- Active: 1942–1946
- Disbanded: 1946
- Country: Soviet Union
- Branch: Red Army
- Type: Infantry
- Role: Corps headquarters
- Size: two rifle divisions
- Nickname: Estonian
- Engagements: Battle of Narva, Baltic Offensive
- Decorations: Honorific Tallinn

Commanders
- Notable commanders: Lieutenant General Lembit Pärn

= 8th Estonian Rifle Corps =

Estonian military unit, part of Red Army

The 8th Estonian Rifle Corps (2nd formation) (8-й Эстонский стрелковый корпус, 8. Eesti Laskurkorpus) was a formation in the Red Army, created on 6 November 1942, during World War II.

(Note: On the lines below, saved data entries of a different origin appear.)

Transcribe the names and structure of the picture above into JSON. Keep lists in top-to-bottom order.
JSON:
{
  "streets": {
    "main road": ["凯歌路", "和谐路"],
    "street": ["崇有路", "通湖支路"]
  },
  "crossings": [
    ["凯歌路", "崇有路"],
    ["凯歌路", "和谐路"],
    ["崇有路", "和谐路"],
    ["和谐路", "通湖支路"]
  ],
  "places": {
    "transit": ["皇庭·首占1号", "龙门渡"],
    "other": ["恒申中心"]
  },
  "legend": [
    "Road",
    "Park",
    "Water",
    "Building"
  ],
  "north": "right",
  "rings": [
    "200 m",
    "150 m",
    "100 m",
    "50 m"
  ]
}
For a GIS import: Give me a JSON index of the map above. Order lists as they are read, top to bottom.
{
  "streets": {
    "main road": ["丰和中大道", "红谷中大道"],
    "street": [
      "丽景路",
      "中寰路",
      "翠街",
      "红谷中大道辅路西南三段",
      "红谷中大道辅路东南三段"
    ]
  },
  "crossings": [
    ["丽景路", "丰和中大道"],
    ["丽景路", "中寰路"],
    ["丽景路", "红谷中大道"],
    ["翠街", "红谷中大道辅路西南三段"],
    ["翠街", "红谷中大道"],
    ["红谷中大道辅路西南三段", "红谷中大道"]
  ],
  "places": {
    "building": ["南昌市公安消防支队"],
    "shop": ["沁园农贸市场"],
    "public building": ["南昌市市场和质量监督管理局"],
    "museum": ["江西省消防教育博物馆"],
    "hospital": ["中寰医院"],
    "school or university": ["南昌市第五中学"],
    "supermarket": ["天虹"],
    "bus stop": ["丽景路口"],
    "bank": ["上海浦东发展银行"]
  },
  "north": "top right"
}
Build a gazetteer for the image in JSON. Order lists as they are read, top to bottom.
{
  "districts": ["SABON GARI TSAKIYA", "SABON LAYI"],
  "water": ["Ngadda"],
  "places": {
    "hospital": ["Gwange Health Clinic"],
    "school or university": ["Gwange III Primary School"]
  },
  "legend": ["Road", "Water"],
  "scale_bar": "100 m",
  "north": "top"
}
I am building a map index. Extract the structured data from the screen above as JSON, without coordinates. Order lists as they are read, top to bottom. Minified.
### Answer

An 8th Rifle Corps (but not made up of Estonian personnel) had been previously formed, taking part in the Soviet invasion of Poland as part of the 5th Army, and, on the outbreak of war on 22 June 1941, this first formation was part of the 26th Army in the Kiev Special Military District, consisting of the 99th, the 173rd, and the 72nd Mountain Rifle Divisions. The first formation of the 8th Rifle Corps was destroyed in the first three months of the German invasion and is not present on the Soviet order of battle after August 1941.

The 8th Estonian Rifle Corps was formed of mobilized ethnic Estonians, who were at first brought in Russia (where many of them died because of poor conditions); the battalions created in Estonia and incorporated former personnel of the Republic of Estonia's army. In the order of battle, the corps appears in the Stavka Reserves by 1 November 1942 and is subordinated to the Kalinin Front by 1 December 1942.

When 2nd formation was formed in 1942, the corps' structure consisted of the 7th and 249th Rifle Divisions stationed in Estonia, reinforced by volunteers from the Estonian Communist Party organisation. In an effort to increase overall formation experience, the battle-hardened 19th Guards Rifle Division later joined the 8th Rifle Corps. As a result, the corps was briefly re-designated as 8th Guards Rifle Corps. Throughout its entire existence, the rifle corps was commanded by Lieutenant General Lembit Pärn.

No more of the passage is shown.